Stored data
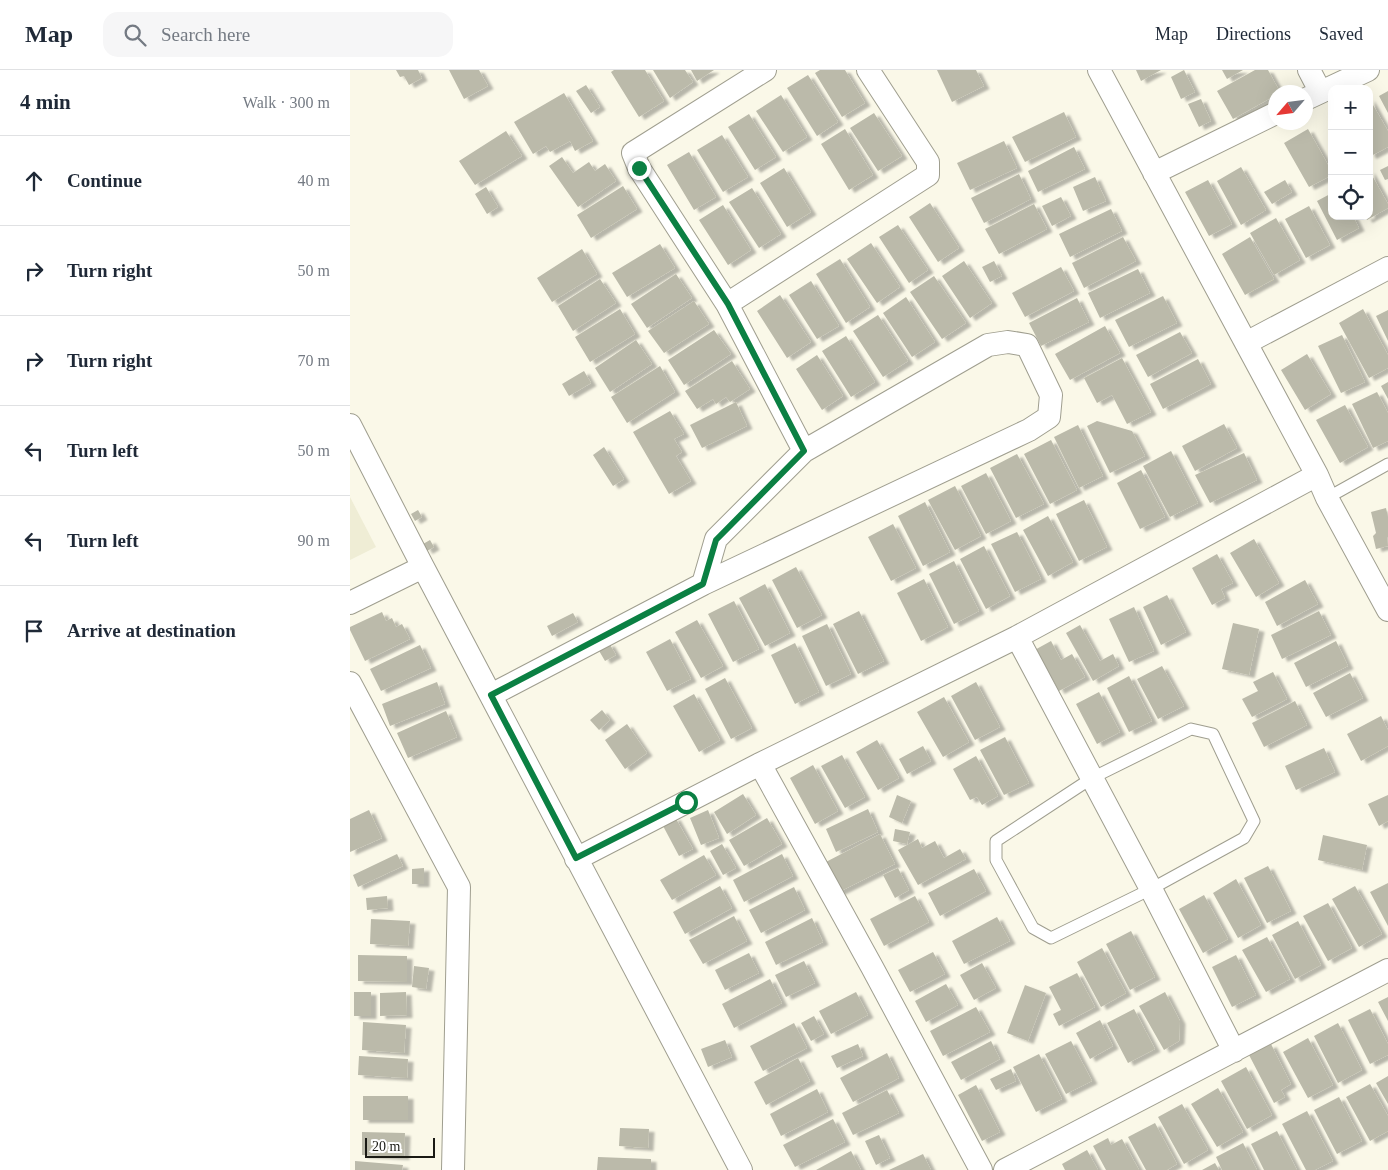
<!DOCTYPE html>
<meta charset="utf-8">
<style>
:root{--surface:#fff;--page:#f6f6f7;--text:#1f2937;--muted:#747a83;--line:#e0e1e3}
body{margin:0;font-family:"Times New Roman",serif;background:var(--page);color:var(--text)}
.controls{position:absolute;right:15px;top:15px;display:grid;overflow:hidden;border-radius:10px;box-shadow:0 5px 20px #0002}
.controls button{width:45px;height:45px;display:grid;place-items:center;padding:0;border:0;border-bottom:1px solid var(--line);background:var(--surface);color:var(--text);font:25px sans-serif}
.compass{position:absolute;left:918px;top:15px;width:45px;height:45px;border-radius:50%;background:var(--surface);box-shadow:0 5px 20px #0002;rotate:242deg}
.scale{position:absolute;left:15px;bottom:12px;width:70px;box-sizing:border-box;padding-left:5px;border:2px solid #1a1a14;border-top:0;font-size:14px;line-height:18px;white-space:nowrap;color:#1a1a14;-webkit-text-stroke:4px #fff;paint-order:stroke}
.stop{position:absolute;width:15px;height:15px;margin:-11px;border:4px solid #0b8043;border-radius:50%;background:#fff}
.stop.end{background:#0b8043;border-color:#fff;box-shadow:0 1px 5px #0008}
.list{margin:0;padding:0;list-style:none}
h2{display:flex;justify-content:space-between;align-items:center;height:65px;margin:0;padding:0 20px;font-size:21px}
h2 small{font-size:16px;font-weight:400;color:var(--muted)}
.list li{display:grid;grid-template-columns:32px 1fr auto;gap:15px;align-items:center;box-sizing:border-box;height:90px;padding:0 20px;border-top:1px solid var(--line)}
.list b{display:block;font-size:19px;white-space:nowrap}
.list em{font-size:16px;font-style:normal;color:var(--muted)}
.icon{flex:none;width:28px;height:28px;fill:none;stroke:currentColor;stroke-width:2;stroke-linecap:round;stroke-linejoin:round}
.map{position:relative;flex:none;width:1038px;height:1100px;overflow:hidden}
header{display:flex;align-items:center;gap:30px;box-sizing:border-box;height:70px;padding:0 25px;background:var(--surface);border-bottom:1px solid var(--line)}
header strong{font-size:24px}
nav{display:flex;gap:28px;margin-inline-start:auto;font-size:18px}
.search{width:350px;height:45px;background:var(--page);display:flex;align-items:center;gap:12px;box-sizing:border-box;padding:0 18px;border-radius:15px;color:var(--muted);font-size:19px}
main{display:flex}
aside{flex:1;background:var(--surface)}
.map>svg:first-child{display:block}
</style>
<header>
<strong>Map</strong>
<div class="search"><svg class="icon" aria-label="search" viewBox="0 0 24 24"><circle cx="10" cy="10" r="6"/><path d="M15 15l6 6"/></svg>Search here</div>
<nav><a>Map</a><a>Directions</a><a>Saved</a></nav>
</header>
<main>
<aside>
<h2>4 min<small>Walk · 300 m</small></h2>
<ul class="list">
<li><svg class="icon" aria-label="ahead" viewBox="0 0 24 24"><path d="M12 20V5M6 11l6-6 6 6"/></svg><div><b>Continue</b></div><em>40 m</em></li>
<li><svg class="icon" aria-label="right" viewBox="0 0 24 24"><path d="M7 20v-9h11M14 6l5 5-5 5"/></svg><div><b>Turn right</b></div><em>50 m</em></li>
<li><svg class="icon" aria-label="right" viewBox="0 0 24 24"><path d="M7 20v-9h11M14 6l5 5-5 5"/></svg><div><b>Turn right</b></div><em>70 m</em></li>
<li><svg class="icon" aria-label="left" viewBox="0 0 24 24"><path d="M17 20v-9H6M10 6l-5 5 5 5"/></svg><div><b>Turn left</b></div><em>50 m</em></li>
<li><svg class="icon" aria-label="left" viewBox="0 0 24 24"><path d="M17 20v-9H6M10 6l-5 5 5 5"/></svg><div><b>Turn left</b></div><em>90 m</em></li>
<li><svg class="icon" aria-label="arrive" viewBox="0 0 24 24"><path d="M6 21V4h12l-3 4 3 4H6"/></svg><div><b>Arrive at destination</b></div></li>
</ul>
</aside>
<div class="map">
<svg width="1038" height="1100" viewBox="0 0 1038 1100">
<defs>
<filter id="shadow"><feDropShadow dx="5.5" dy="3" stdDeviation="1" flood-color="#0004"/></filter>
</defs>
<rect width="100%" height="100%" fill="#faf8e8"/>
<path fill="#efedd5" d="M0,427L26,477L0,490Z"/>
<path fill="#bbbaaa" filter="url(#shadow)" d="M46,0H68L72,8L59,15L54,6L50,7Z
M99,0H129L138,16L114,29Z
M264,0H295L314,31L289,47L261,2Z
M303,0H335L343,12L320,28Z
M341,0H364L347,11Z
M470,0H495L515,33L492,47L465,3Z
M587,0H626L634,16L602,32Z
M786,0H811L791,11Z
M834,0L845,22L831,29L821,7Z
M872,0H893L877,9Z
M905,0H918L930,22H926V25L883,49L867,21Z
M458,5L488,52L467,66L437,18Z
M236,15L250,37L241,43L226,21Z
M1038,21V43L1029,26Z
M214,23L243,71L225,81L220,71L200,82L196,76L183,84L164,52Z
M431,25L457,67L433,82L406,41Z
M1019,28L1038,61V77L1021,86L1019,83Z
M851,29L861,51L849,57L838,34Z
M714,42L726,67L675,92L662,67Z
M524,43L552,86L528,101L500,58Z
M399,44L426,87L405,100L378,57Z
M495,59L523,105L499,120L471,74Z
M958,59L982,102V105L959,117L934,73Z
M156,61L172,86L125,115L109,91Z
M372,65L398,107L373,122L347,80Z
M654,71L667,98L620,120L607,93Z
M724,77L735,99L688,122L678,101Z
M339,82L366,127L344,140L317,95Z
M212,87L223,103L239,92L245,101L255,94L266,111L228,137L199,96Z
M1038,96V109L1035,110L1030,100Z
M891,97L916,140L891,155L867,111Z
M434,98L461,142L437,157L410,113Z
M1019,100L1038,134V138L1017,150L1015,146H1019Z
M669,104L681,129L634,153L621,128Z
M745,107L756,131L733,141L723,117Z
M858,110L882,154L859,166L835,122Z
M935,110L942,122L922,134L914,122Z
M273,116L287,139L241,168L227,145Z
M136,117L148,137L137,144L125,124Z
M402,118L431,164L409,178L379,132Z
M982,123V146H1003L1009,158L987,170L967,131Z
M711,127L721,146L702,156L692,136Z
M580,133L609,178L588,192L559,147Z
M684,134L697,159L649,184L635,159Z
M373,135L401,180L378,195L349,150Z
M959,136L980,175L956,188L935,149Z
M761,139L772,161L720,187L709,164Z
M926,148L950,190L924,205L900,163Z
M548,155L578,200L559,213L529,167Z
M773,167L786,191L734,218L722,193Z
M900,167L924,209L895,225L872,184Z
M521,173L550,217L527,233L497,189Z
M310,174L325,198L277,227L262,203Z
M232,179L247,204L202,232L187,208Z
M490,189L520,237L496,253L466,204Z
M614,191L642,233L620,248L592,206Z
M644,191L652,206L640,212L632,197Z
M711,197L724,221L675,247L662,223Z
M788,199L800,223L750,248L738,223Z
M326,204L342,228L297,258L281,234Z
M584,206L616,253L592,269L560,222Z
M250,209L266,233L223,261L208,236Z
M461,211L489,256L467,269L439,225Z
M430,225L461,272L437,288L407,241Z
M813,226L827,253L779,277L765,250Z
M556,227L585,272L562,287L533,243Z
M727,228L739,252L691,276L679,253Z
M344,231L359,254L314,283L298,261Z
M270,239L285,264L240,292L225,267Z
M1013,239L1038,285V298L1019,308L989,253Z
M1038,240V271L1026,246Z
M528,245L558,291L533,307L503,261Z
M755,256L770,283L720,310L705,284Z
M364,260L381,284L334,315L318,290Z
M830,262L842,283L798,307L786,285Z
M992,265L1015,312L991,323L968,276Z
M496,266L525,312L501,327L472,281Z
M286,270L302,294L260,322L245,298Z
M957,284L981,324L955,340L931,300Z
M467,285L493,326L472,340L446,299Z
M772,288L801,342L777,354L762,325L747,333L734,308Z
M848,289L861,314L813,339L800,314Z
M382,291L400,319L380,332L376,327L366,334L363,329L347,339L335,321Z
M310,296L325,322L277,353L261,327Z
M234,301L241,313L219,326L212,314Z
M1038,312V329L1031,316Z
M1027,322L1038,343V371L1023,378L1002,334Z
M386,332L397,356L352,378L340,355Z
M995,335L1018,377L990,393L966,350Z
M320,341L334,364L324,369L332,382L326,386L341,411L319,424L283,362Z
M747,351L782,361L795,386L760,403L737,356Z
M874,354L887,378L845,401L832,376Z
M728,355L753,406L729,418L704,367Z
M701,370L727,420L700,434L674,384Z
M254,377L274,409L263,416L243,385Z
M821,381L848,433L820,447L793,396Z
M894,383L907,410L860,433L845,405Z
M667,384L694,434L666,448L640,398Z
M791,400L815,447L790,459L767,413Z
M636,403L661,451L636,464L611,416Z
M605,416L631,466L605,480L578,430Z
M734,430L757,477L729,491L706,444Z
M575,432L600,482L573,496L548,446Z
M1036,438L1038,447V467H1037L1038,476L1026,479L1023,466L1026,463L1021,442Z
M68,440L72,447L65,451L61,444Z
M698,446L723,492L698,506L673,460Z
M543,454L566,498L541,511L518,467Z
M667,462L691,509L665,522L641,474Z
M904,469L929,513L906,527L880,483Z
M80,470L84,477L77,481L73,474Z
M634,476L660,526L636,539L610,489Z
M867,484L883,513L871,519L875,528L862,535L842,498Z
M604,491L629,541L604,554L579,504Z
M446,497L472,545L447,558L422,510Z
M574,509L598,557L571,571L547,523Z
M955,510L968,534L927,556L915,532Z
M415,514L440,563L415,576L389,528Z
M817,525L836,562L811,575L793,537Z
M384,531L409,579L383,592L358,544Z
M784,537L804,581L779,592L759,549Z
M509,541L534,591L508,604L483,554Z
M969,541L981,565L932,589L921,565Z
M32,542L36,551L42,548L46,557L52,554L60,569L15,591L0,560V557Z
M223,543L228,552L202,566L197,556Z
M347,550L373,596L351,608L325,562Z
M883,553L909,559L899,605L872,599Z
M477,554L501,604L476,616L452,566Z
M730,555L750,591L763,584L769,596L743,611L716,563Z
M320,569L341,609L317,621L296,582Z
M701,571L711,590L722,584L735,607L709,621L692,590L681,582Z
M986,571L998,596L956,617L944,593Z
M259,573L266,585L255,591L248,579Z
M445,573L469,622L445,634L421,585Z
M70,575L81,598L31,621L20,599Z
M812,596L834,636L808,649L787,609Z
M923,602L937,629L902,647L892,629L908,621L903,612Z
M1000,603L1013,628L976,647L963,623Z
M779,606L802,651L779,662L757,618Z
M375,608L402,658L381,669L355,619Z
M87,612L95,634L40,656L32,634Z
M626,612L650,657L625,670L601,626Z
M749,622L770,662L747,674L726,634Z
M344,624L370,670L349,682L323,636Z
M594,627L619,672L593,687L567,642Z
M945,631L957,655L914,677L902,653Z
M252,640L260,650L249,660L240,650Z
M96,641L107,667L58,688L47,663Z
M1031,646L1038,660V676L1011,691L997,664Z
M277,654L297,683L275,699L255,670Z
M655,667L679,713L654,725L630,680Z
M527,670L549,708L528,720L506,682Z
M573,676L581,691L557,704L549,689Z
M974,678L985,702L946,720L935,696Z
M492,685L515,727L495,738L471,696Z
M626,686L648,726L632,735L627,727L620,730L603,699Z
M463,695L488,741L465,754L440,708Z
M393,724L406,745L377,764L364,742Z
M547,725L561,731L552,753L539,747Z
M1038,725V751L1029,756L1018,734Z
M518,739L528,762L486,782L476,759Z
M19,740L32,768L0,782V749Z
M358,740L369,768L351,775L340,748Z
M325,747L343,779L329,786L312,754Z
M417,748L432,774L394,796L379,770Z
M545,759L560,762L557,774L543,771Z
M530,764L545,794L487,823L472,794Z
M973,765L1017,775L1012,800L968,790Z
M568,769L572,778L585,771L594,788L610,779L616,789L568,815L548,780Z
M372,774L386,798L373,805L360,781Z
M47,784L53,796L8,817L3,805Z
M432,784L443,806L394,832L383,810Z
M354,785L366,805L322,830L310,810Z
M918,796L941,841L917,853L894,808Z
M74,798V814H62V799Z
M548,798L559,820L545,828L533,805Z
M624,799L636,821L590,846L578,823Z
M886,809L911,855L888,868L863,823Z
M1038,813V856L1020,822Z
M370,816L382,838L335,864L323,842Z
M1005,816L1032,864L1009,877L982,829Z
M444,817L455,840L411,863L399,840Z
M854,825L878,869L853,883L829,839Z
M37,826L38,838L17,840L16,828Z
M565,826L579,852L534,876L520,849Z
M978,833L1002,878L978,891L953,846Z
M384,846L397,871L353,894L339,870Z
M647,847L660,871L614,894L602,871Z
M462,848L473,872L426,895L415,872Z
M21,849L60,851L58,876L20,874Z
M948,851L971,895L945,909L922,865Z
M781,861L805,907L780,920L756,874Z
M917,867L940,909L916,922L892,880Z
M752,878L776,923L751,937L727,892Z
M583,882L595,904L560,922L548,900Z
M399,883L409,903L375,920L365,900Z
M8,885L57,886V912L8,911Z
M886,885L906,925L882,937L862,897Z
M454,891L465,913L436,927L425,905Z
M632,893L646,918L624,930L610,905Z
M64,896L79,898L76,919L62,917Z
M727,903L745,937L709,956L703,944L711,940L699,917Z
M420,909L432,933L384,958L372,934Z
M596,914L608,935L576,952L565,931Z
M675,915L696,923L678,971L657,963Z
M4,922H21V946H4Z
M56,922L57,945L30,946V923Z
M506,922L518,945L481,964L469,941Z
M815,922L830,951L829,971L814,980L789,936Z
M1038,927V951L1028,932Z
M626,937L640,962L593,986L580,961Z
M784,939L805,979L778,993L757,953Z
M1020,939L1038,974V985L1020,994L998,950Z
M464,946L474,964L461,971L451,953Z
M750,950L763,976L740,989L726,963Z
M13,952L56,955L54,983L12,980Z
M444,953L457,978L413,1001L400,976Z
M988,953L1012,1000L988,1013L964,966Z
M958,968L983,1015L958,1028L933,982Z
M375,970L382,987L358,997L351,979Z
M641,971L650,989L611,1010L601,992Z
M721,971L742,1011L716,1024L695,984Z
M508,974L513,986L487,998L481,986Z
M921,974L941,1014L931,1020L935,1027L924,1033L899,985Z
M537,983L549,1008L503,1032L490,1008Z
M689,984L712,1029L686,1042L663,997Z
M9,986L58,989L57,1008L8,1005Z
M448,988L460,1011L416,1035L404,1012Z
M896,997L922,1045L897,1059L871,1011Z
M661,999L666,1011L646,1020L640,1009Z
M1038,1006V1034L1026,1013Z
M1020,1014L1038,1046V1061L1020,1071L996,1027Z
M626,1015L650,1062L632,1071L608,1025Z
M868,1018L893,1062L867,1077L841,1034Z
M467,1019L478,1042L431,1066L420,1044Z
M537,1020L549,1043L503,1065L492,1043Z
M13,1026H58V1050H13Z
M989,1027L1012,1071L987,1084L964,1040Z
M832,1034L858,1080L834,1094L808,1047Z
M957,1041L983,1091L965,1100H956L932,1054Z
M483,1049L495,1072L445,1097L433,1075Z
M805,1053L827,1094L817,1100H796L778,1067Z
M270,1058L299,1059L298,1078L269,1076Z
M927,1061L947,1100H914L901,1074Z
M12,1062L55,1063L54,1087L12,1085Z
M529,1065L540,1088L526,1095L515,1071Z
M758,1068L761,1075L772,1069L789,1100H756L743,1076Z
M893,1073L907,1100H872L866,1087Z
M737,1080L748,1100H715L712,1094Z
M501,1081L511,1100H466Z
M573,1084L581,1100H539Z
M248,1087L301,1089V1100H247Z
M5,1091L53,1095L52,1100H5Z
M865,1093L869,1100H852Z"/>
<g fill="none" stroke-linecap="round" stroke-linejoin="round">
<defs>
<path id="lane" d="M977,428L1038,394
M841,659L863,664L904,751L894,768L801,819L701,868L683,858L646,790V771L742,708Z"/>
<path id="street" d="M415,0L283,83L289,98L377,234L454,381
M749,0L967,405L977,428L1038,540
M959,0L970,21
M956,29L1018,0
M804,103L926,43
M377,234L578,105V92L518,0
M896,273L1038,198
M0,355L73,497L391,1100
M0,533L73,497
M667,567L801,819L884,981
M0,613L109,817L103,1100
M141,625L353,514L366,469L454,381L638,275L658,272L677,275L701,325L699,347L679,360L353,514
M410,694L522,897L631,1100
M226,789L410,694L667,567L967,405
M655,1100L1038,900"/>
</defs>
<use href="#lane" stroke="#9f9e8f" stroke-width="13"/>
<use href="#street" stroke="#9f9e8f" stroke-width="24"/>
<use href="#lane" stroke="#fff" stroke-width="11"/>
<use href="#street" stroke="#fff" stroke-width="22"/>
</g>
<g fill="none" stroke-linecap="round" stroke-linejoin="round">
<path stroke="#0b8043" stroke-width="6" d="M289,98L378,234L454,381L366,470L353,514L141,625L226,788L336,732"/>
</g>
</svg>
<div class="controls">
<button>+</button>
<button>−</button>
<button><svg class="icon" aria-label="locate" viewBox="0 0 24 24"><circle cx="12" cy="12" r="6"/><path d="M12 2v4M12 18v4M2 12h4M18 12h4"/></svg></button>
</div>
<svg class="compass" viewBox="-18 -18 36 36"><path d="M0-13l5 13h-10z" fill="#e53935"/><path d="M0 13l5-13h-10z" fill="#747a83"/></svg>
<div class="scale">20 m</div>
<div class="stop" style="left:336px;top:732px"></div>
<div class="stop end" style="left:289px;top:98px"></div>
</div>
</main>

REQUIRED ACTION: Check each line of the records above, and copy those that hold the word "viewBox".

YOUR RESPONSE:
<div class="search"><svg class="icon" aria-label="search" viewBox="0 0 24 24"><circle cx="10" cy="10" r="6"/><path d="M15 15l6 6"/></svg>Search here</div>
<li><svg class="icon" aria-label="ahead" viewBox="0 0 24 24"><path d="M12 20V5M6 11l6-6 6 6"/></svg><div><b>Continue</b></div><em>40 m</em></li>
<li><svg class="icon" aria-label="right" viewBox="0 0 24 24"><path d="M7 20v-9h11M14 6l5 5-5 5"/></svg><div><b>Turn right</b></div><em>50 m</em></li>
<li><svg class="icon" aria-label="right" viewBox="0 0 24 24"><path d="M7 20v-9h11M14 6l5 5-5 5"/></svg><div><b>Turn right</b></div><em>70 m</em></li>
<li><svg class="icon" aria-label="left" viewBox="0 0 24 24"><path d="M17 20v-9H6M10 6l-5 5 5 5"/></svg><div><b>Turn left</b></div><em>50 m</em></li>
<li><svg class="icon" aria-label="left" viewBox="0 0 24 24"><path d="M17 20v-9H6M10 6l-5 5 5 5"/></svg><div><b>Turn left</b></div><em>90 m</em></li>
<li><svg class="icon" aria-label="arrive" viewBox="0 0 24 24"><path d="M6 21V4h12l-3 4 3 4H6"/></svg><div><b>Arrive at destination</b></div></li>
<svg width="1038" height="1100" viewBox="0 0 1038 1100">
<button><svg class="icon" aria-label="locate" viewBox="0 0 24 24"><circle cx="12" cy="12" r="6"/><path d="M12 2v4M12 18v4M2 12h4M18 12h4"/></svg></button>
<svg class="compass" viewBox="-18 -18 36 36"><path d="M0-13l5 13h-10z" fill="#e53935"/><path d="M0 13l5-13h-10z" fill="#747a83"/></svg>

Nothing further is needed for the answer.